## Task description
Write the following entries out again exactly, skipping each image.

## Data

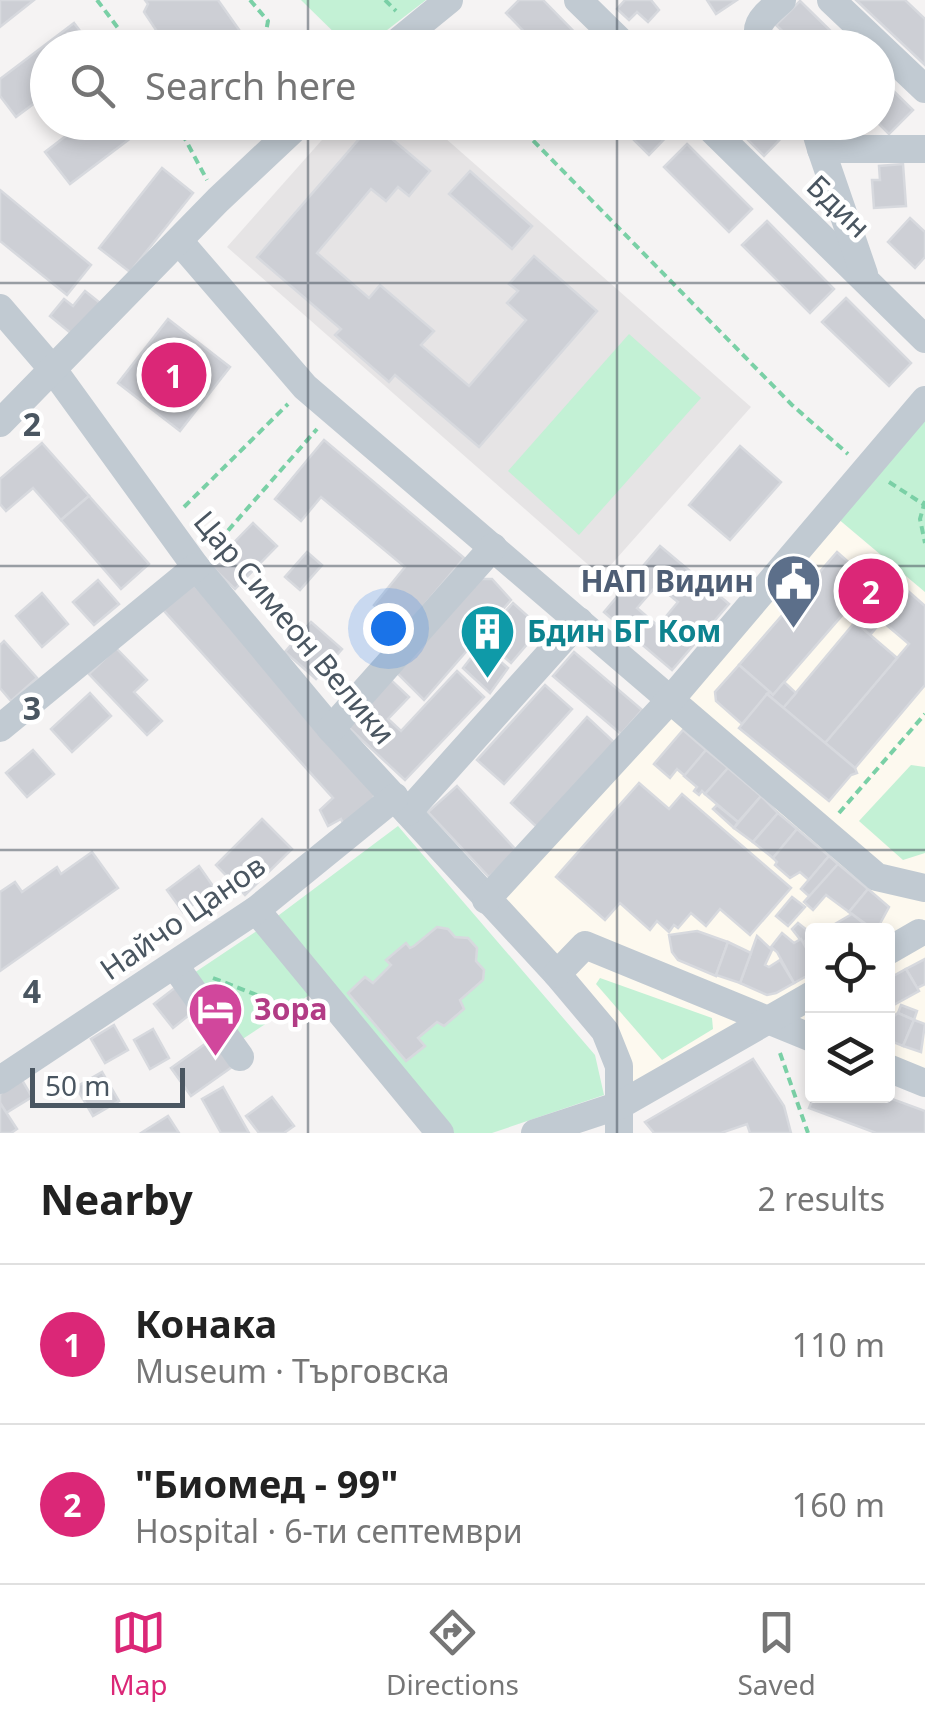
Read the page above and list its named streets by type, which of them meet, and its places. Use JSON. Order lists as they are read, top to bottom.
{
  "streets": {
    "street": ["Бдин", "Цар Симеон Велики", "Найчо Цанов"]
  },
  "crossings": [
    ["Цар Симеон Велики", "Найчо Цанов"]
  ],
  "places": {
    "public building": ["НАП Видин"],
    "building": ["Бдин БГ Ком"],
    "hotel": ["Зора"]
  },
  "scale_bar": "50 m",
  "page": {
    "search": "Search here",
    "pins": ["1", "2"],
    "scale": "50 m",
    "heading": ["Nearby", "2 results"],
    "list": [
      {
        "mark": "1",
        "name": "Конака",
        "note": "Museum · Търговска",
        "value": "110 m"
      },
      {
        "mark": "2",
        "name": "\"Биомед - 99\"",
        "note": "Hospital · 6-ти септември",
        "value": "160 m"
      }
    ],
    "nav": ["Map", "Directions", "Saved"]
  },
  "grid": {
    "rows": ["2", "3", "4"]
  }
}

## Answer to this task
Read the page above and list its named streets by type, which of them meet, and its places. Use JSON. Order lists as they are read, top to bottom.
{
  "streets": {
    "street": ["Бдин", "Цар Симеон Велики", "Найчо Цанов"]
  },
  "crossings": [
    ["Цар Симеон Велики", "Найчо Цанов"]
  ],
  "places": {
    "public building": ["НАП Видин"],
    "building": ["Бдин БГ Ком"],
    "hotel": ["Зора"]
  },
  "scale_bar": "50 m",
  "page": {
    "search": "Search here",
    "pins": ["1", "2"],
    "scale": "50 m",
    "heading": ["Nearby", "2 results"],
    "list": [
      {
        "mark": "1",
        "name": "Конака",
        "note": "Museum · Търговска",
        "value": "110 m"
      },
      {
        "mark": "2",
        "name": "\"Биомед - 99\"",
        "note": "Hospital · 6-ти септември",
        "value": "160 m"
      }
    ],
    "nav": ["Map", "Directions", "Saved"]
  },
  "grid": {
    "rows": ["2", "3", "4"]
  }
}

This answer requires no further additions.